Something had to change. So Biswas bought a plane ticket to Thailand to escape Mumbai, working once more as a chef, first in a 5-star hotel in Thailand, next under his mentor in Hong Kong.

It was here that Biswas feels he found his true calling.

Biswas said he found solace in a church and joined fellow believers, setting up an outreach post in Chungking Mansion, home to some of the cheapest housing in the city.

He reached hundreds of drug addicts, dealers and refugees. This led to a later project that also supported domestic helpers trapped in debt bondage and migrant women working as prostitutes in Wanchai's notorious red-light district.

"We hope to train bar girls who want to leave the industry," said Biswas. "I'm a chef. That's my gift. [I want to] use it. Whether it's with prostitutes, drug addicts or refugees."

Taste of Hope - a social enterprise launched in June 2016 with church help - now offers free cooking classes and trains some of Hong Kong's most vulnerable people in how to run a small business. There was no mention of God in the classes attended by Thomson Reuters and Biswas instead used his kitchen skills and background in the sex trade to connect with the trainee chefs.

"Job training provides skills and alternatives so that [trafficking survivors] do not fall prey to economic pressures. But more importantly, it helps rebuild their values and identities," said Sandy Wong, Chair of the Anti-Human Trafficking Committee of Hong Kong Federation of Women Lawyers.

LOST SOULS

About 340,000 migrant women, mostly from the Philippines and Indonesia, work as domestic helpers in Hong Kong, according to a U.S. government "Trafficking in Persons" report.

Some employment agencies charge excessive placement fees or issue fraudulent debt contracts above the legal limit in Hong Kong, leading to debt bondage, the State Department report said. Traffickers trick women from the Philippines and Thailand to work in prostitution in bars, then wield control through crushing debt repayments and by withholding passports.

Last June, Biswas began the three-month cooking course in partnership with Harmony Baptist church in the red light area of Wanchai with a mission to reach trafficking victims.

Once a week, Biswas and his co-worker Preston Hartwick teach Indian cooking to about six to eight women, including victims of debt bondage and sex trafficking.

Kat, 23, is a bar girl and trafficking victim from the Philippines who recently joined the class. About a month ago, Kat says she was tricked into prostitution at a bar in Hong Kong. She was desperate to find work to support her daughter and ill mother. For the next three to four months, she will now have to pay off a debt to the agency that recruited her.

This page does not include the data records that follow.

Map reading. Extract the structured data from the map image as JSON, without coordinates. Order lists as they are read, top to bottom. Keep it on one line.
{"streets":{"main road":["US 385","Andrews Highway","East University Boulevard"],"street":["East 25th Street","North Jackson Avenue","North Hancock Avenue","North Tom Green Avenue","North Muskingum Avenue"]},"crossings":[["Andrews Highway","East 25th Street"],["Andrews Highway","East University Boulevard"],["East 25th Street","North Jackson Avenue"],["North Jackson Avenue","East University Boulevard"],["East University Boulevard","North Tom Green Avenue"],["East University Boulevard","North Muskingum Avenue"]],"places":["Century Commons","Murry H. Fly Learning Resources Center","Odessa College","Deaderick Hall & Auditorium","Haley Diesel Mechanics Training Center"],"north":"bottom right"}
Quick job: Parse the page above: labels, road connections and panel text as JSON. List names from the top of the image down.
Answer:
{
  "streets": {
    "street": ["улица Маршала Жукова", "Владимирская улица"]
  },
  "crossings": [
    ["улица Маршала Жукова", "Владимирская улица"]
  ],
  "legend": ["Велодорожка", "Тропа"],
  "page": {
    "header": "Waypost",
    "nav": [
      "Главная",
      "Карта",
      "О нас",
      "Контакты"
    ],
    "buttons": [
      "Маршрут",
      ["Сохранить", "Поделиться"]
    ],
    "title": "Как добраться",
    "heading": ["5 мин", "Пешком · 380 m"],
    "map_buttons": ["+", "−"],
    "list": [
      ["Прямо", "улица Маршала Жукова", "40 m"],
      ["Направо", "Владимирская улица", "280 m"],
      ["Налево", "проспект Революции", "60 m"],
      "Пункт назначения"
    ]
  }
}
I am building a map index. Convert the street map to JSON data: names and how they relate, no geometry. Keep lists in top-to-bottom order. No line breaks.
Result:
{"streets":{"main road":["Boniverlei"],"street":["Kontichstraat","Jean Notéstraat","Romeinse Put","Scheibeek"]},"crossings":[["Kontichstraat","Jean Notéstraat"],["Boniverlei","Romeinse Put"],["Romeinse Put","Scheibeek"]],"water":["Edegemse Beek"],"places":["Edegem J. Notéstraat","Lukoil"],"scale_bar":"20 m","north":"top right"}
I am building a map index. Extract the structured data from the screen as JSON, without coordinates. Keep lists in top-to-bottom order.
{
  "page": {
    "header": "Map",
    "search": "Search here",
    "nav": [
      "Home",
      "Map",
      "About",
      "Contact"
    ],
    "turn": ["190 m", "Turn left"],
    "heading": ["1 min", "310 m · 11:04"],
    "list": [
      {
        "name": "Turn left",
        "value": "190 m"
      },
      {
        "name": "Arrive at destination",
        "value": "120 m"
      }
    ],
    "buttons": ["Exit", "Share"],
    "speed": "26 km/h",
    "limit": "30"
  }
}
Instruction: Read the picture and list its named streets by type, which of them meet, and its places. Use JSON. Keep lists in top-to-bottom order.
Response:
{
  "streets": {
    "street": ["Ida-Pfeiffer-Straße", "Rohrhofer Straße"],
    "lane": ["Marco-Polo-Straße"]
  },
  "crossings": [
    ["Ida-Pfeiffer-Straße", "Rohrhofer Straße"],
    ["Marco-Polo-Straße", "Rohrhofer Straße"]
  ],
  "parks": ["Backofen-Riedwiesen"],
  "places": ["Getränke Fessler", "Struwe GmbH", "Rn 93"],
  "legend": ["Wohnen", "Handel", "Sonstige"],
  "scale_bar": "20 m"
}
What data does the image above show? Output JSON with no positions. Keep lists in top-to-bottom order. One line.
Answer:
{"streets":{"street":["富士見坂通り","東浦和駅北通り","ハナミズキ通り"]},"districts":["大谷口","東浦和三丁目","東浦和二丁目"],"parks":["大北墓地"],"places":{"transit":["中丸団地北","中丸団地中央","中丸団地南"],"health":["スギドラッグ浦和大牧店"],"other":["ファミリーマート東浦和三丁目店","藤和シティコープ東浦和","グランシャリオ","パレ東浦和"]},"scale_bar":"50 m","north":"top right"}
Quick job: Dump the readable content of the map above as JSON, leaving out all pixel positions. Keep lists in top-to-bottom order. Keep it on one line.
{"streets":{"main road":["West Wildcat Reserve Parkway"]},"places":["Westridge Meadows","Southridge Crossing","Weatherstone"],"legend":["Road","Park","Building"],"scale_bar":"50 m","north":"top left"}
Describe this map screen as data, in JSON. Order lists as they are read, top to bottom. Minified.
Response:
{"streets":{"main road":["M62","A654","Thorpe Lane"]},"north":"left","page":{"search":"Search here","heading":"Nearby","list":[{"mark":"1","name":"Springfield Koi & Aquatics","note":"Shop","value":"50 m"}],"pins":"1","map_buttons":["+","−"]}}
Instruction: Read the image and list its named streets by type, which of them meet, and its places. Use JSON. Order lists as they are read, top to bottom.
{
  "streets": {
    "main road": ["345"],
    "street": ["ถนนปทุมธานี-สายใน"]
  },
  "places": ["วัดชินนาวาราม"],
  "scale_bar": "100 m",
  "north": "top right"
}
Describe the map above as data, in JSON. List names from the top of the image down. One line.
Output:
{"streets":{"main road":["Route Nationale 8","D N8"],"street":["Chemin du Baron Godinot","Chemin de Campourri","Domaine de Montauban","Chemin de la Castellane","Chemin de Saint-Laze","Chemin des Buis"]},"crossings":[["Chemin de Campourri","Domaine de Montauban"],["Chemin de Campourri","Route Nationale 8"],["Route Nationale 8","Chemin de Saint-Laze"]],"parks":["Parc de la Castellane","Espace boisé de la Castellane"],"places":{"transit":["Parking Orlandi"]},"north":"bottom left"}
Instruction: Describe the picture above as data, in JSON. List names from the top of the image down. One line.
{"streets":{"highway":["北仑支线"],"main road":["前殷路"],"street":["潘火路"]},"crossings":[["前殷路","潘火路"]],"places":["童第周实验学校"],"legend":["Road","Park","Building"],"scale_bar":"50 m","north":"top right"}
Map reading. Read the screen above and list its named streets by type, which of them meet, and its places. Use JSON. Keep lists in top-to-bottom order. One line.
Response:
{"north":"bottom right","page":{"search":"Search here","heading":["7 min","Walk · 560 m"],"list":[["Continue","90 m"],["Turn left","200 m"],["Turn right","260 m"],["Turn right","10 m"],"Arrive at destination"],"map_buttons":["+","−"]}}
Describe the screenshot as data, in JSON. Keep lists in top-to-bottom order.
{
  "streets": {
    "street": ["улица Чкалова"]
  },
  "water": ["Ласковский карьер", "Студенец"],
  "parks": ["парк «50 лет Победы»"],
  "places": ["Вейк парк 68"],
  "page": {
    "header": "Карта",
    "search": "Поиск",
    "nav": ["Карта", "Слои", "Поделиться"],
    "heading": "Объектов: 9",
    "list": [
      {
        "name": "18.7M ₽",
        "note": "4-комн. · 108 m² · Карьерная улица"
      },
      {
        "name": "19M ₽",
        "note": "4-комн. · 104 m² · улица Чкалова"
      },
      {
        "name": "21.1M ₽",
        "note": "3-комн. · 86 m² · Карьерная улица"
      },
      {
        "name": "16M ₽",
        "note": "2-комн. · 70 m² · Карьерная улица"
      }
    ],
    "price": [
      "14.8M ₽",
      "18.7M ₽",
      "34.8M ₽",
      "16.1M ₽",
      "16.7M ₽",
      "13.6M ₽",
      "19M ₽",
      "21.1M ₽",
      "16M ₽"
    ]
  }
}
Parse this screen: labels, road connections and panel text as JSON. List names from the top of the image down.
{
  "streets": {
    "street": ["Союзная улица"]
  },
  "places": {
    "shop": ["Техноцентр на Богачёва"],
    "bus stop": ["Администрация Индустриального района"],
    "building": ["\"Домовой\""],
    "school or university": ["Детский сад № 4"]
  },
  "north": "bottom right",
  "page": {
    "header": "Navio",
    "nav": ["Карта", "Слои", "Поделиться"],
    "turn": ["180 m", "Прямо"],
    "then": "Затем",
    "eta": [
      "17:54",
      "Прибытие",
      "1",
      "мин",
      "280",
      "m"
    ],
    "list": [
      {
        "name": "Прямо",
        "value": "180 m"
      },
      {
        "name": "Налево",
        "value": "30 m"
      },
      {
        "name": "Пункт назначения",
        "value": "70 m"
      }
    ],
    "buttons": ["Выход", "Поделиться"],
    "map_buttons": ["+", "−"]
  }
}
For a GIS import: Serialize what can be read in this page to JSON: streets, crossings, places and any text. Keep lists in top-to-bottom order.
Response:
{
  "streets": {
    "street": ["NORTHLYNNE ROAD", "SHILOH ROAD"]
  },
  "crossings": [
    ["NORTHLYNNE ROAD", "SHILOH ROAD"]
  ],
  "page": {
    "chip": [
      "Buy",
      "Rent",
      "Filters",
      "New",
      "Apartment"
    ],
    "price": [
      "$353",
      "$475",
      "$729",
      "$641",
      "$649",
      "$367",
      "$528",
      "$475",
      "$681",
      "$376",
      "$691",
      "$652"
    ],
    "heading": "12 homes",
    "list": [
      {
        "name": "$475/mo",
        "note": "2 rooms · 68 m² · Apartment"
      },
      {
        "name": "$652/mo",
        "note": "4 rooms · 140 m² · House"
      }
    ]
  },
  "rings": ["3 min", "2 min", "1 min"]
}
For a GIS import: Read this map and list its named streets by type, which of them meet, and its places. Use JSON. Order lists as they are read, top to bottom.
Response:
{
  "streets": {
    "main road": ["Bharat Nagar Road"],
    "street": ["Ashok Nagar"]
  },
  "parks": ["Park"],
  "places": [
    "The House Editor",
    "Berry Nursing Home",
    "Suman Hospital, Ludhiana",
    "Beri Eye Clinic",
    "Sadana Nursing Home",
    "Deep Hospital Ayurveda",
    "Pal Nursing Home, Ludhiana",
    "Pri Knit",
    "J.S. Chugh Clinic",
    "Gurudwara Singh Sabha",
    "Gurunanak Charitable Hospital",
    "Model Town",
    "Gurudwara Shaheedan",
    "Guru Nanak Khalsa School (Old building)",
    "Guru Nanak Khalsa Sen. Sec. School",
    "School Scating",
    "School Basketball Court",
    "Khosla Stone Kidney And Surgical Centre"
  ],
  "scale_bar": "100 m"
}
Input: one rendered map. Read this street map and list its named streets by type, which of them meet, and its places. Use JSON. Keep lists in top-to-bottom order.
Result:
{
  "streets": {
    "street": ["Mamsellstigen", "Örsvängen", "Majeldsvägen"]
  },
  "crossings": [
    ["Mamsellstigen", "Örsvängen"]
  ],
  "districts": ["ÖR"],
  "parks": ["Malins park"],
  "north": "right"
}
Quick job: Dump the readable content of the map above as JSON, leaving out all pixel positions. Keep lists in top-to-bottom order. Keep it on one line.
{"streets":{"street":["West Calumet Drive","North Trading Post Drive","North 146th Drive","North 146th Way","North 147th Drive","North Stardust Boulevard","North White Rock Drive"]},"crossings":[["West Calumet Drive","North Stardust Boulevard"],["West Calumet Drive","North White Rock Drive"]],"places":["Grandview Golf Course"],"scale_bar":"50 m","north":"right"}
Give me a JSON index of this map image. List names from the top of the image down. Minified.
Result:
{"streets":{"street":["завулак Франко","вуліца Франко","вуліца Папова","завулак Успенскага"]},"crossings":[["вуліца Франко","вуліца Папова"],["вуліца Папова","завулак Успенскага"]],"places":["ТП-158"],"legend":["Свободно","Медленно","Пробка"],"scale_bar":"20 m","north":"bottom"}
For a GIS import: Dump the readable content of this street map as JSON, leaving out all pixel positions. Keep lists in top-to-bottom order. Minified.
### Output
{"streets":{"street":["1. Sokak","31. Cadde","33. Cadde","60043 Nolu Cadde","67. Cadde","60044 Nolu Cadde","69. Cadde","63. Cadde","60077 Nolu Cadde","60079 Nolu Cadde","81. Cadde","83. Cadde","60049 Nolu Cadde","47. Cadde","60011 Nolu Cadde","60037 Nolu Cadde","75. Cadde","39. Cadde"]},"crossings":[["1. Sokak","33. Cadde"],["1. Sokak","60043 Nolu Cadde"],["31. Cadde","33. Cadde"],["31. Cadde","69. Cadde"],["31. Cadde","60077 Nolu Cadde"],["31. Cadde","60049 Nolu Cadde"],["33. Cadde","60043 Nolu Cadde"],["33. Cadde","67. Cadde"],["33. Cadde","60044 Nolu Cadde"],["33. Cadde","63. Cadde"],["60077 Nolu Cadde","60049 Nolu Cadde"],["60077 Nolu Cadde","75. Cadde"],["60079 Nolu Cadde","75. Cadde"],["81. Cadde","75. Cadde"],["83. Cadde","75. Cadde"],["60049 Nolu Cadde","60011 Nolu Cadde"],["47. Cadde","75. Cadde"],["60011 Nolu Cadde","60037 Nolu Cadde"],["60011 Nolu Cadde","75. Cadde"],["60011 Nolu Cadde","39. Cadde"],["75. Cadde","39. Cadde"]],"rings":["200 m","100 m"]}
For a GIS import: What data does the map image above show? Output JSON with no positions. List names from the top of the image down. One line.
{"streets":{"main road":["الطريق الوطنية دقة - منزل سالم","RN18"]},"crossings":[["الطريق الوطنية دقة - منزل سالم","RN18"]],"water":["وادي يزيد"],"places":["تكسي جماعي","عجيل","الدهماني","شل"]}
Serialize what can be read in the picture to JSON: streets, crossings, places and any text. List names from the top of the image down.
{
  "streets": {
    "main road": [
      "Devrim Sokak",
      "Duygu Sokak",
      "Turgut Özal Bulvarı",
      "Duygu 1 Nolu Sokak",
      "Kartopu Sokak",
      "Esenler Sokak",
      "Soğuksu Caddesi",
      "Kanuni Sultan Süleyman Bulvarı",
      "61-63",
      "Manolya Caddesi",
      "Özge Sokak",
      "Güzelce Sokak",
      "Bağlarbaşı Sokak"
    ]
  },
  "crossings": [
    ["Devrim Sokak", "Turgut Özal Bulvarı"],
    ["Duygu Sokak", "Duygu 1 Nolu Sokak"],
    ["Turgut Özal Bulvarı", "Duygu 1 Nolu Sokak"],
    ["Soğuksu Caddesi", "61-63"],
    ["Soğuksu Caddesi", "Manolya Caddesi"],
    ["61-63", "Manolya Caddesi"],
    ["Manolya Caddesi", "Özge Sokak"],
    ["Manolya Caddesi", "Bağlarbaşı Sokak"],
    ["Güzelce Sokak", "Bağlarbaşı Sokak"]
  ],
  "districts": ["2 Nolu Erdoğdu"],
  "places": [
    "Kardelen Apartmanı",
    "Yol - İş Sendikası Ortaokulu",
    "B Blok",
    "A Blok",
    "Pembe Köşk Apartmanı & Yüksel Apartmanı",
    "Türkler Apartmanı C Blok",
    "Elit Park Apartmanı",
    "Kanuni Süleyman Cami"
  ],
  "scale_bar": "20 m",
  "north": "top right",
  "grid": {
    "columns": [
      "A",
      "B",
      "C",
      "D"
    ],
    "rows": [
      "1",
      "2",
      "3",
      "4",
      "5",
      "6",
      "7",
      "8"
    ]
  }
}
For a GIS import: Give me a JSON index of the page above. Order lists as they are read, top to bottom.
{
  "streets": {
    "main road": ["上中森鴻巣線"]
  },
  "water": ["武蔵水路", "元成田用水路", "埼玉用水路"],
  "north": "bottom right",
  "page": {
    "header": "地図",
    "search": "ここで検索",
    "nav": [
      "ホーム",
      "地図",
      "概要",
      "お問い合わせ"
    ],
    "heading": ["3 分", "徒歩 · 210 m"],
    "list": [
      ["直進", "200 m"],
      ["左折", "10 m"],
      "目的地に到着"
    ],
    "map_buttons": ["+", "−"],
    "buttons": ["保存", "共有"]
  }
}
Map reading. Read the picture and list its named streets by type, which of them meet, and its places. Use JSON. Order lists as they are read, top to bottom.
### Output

"I'm traumatized. There are three other women at my bar that feel the same. I always feel in danger. I take a risk every time I go out with a male customer," said Kat as she wept.

Domestic helper Maria Reyes, 34, is also new to the job training. Sole bread-winner for her 10-year-old son, husband and mother in the Philippines, Reyes was laden with debt after signing an agency contract twice that stipulated she pay back more than 80 percent of her monthly salary for seven months.

"It really helps me a lot. I cannot afford [to pay for a] cooking class. I'm thinking about seriously opening my own business," said Reyes, who has worked in Hong Kong since 2012.

The church that partnered with Biswas said it is trying to help trafficked people get home to a normal family life.

"We feel that Taste of Hope's work gives them hope that they can take more control of their own future and get a job that also allows them to live with their families instead of overseas," said Pastor Chris Hartwick of Harmony Baptist church.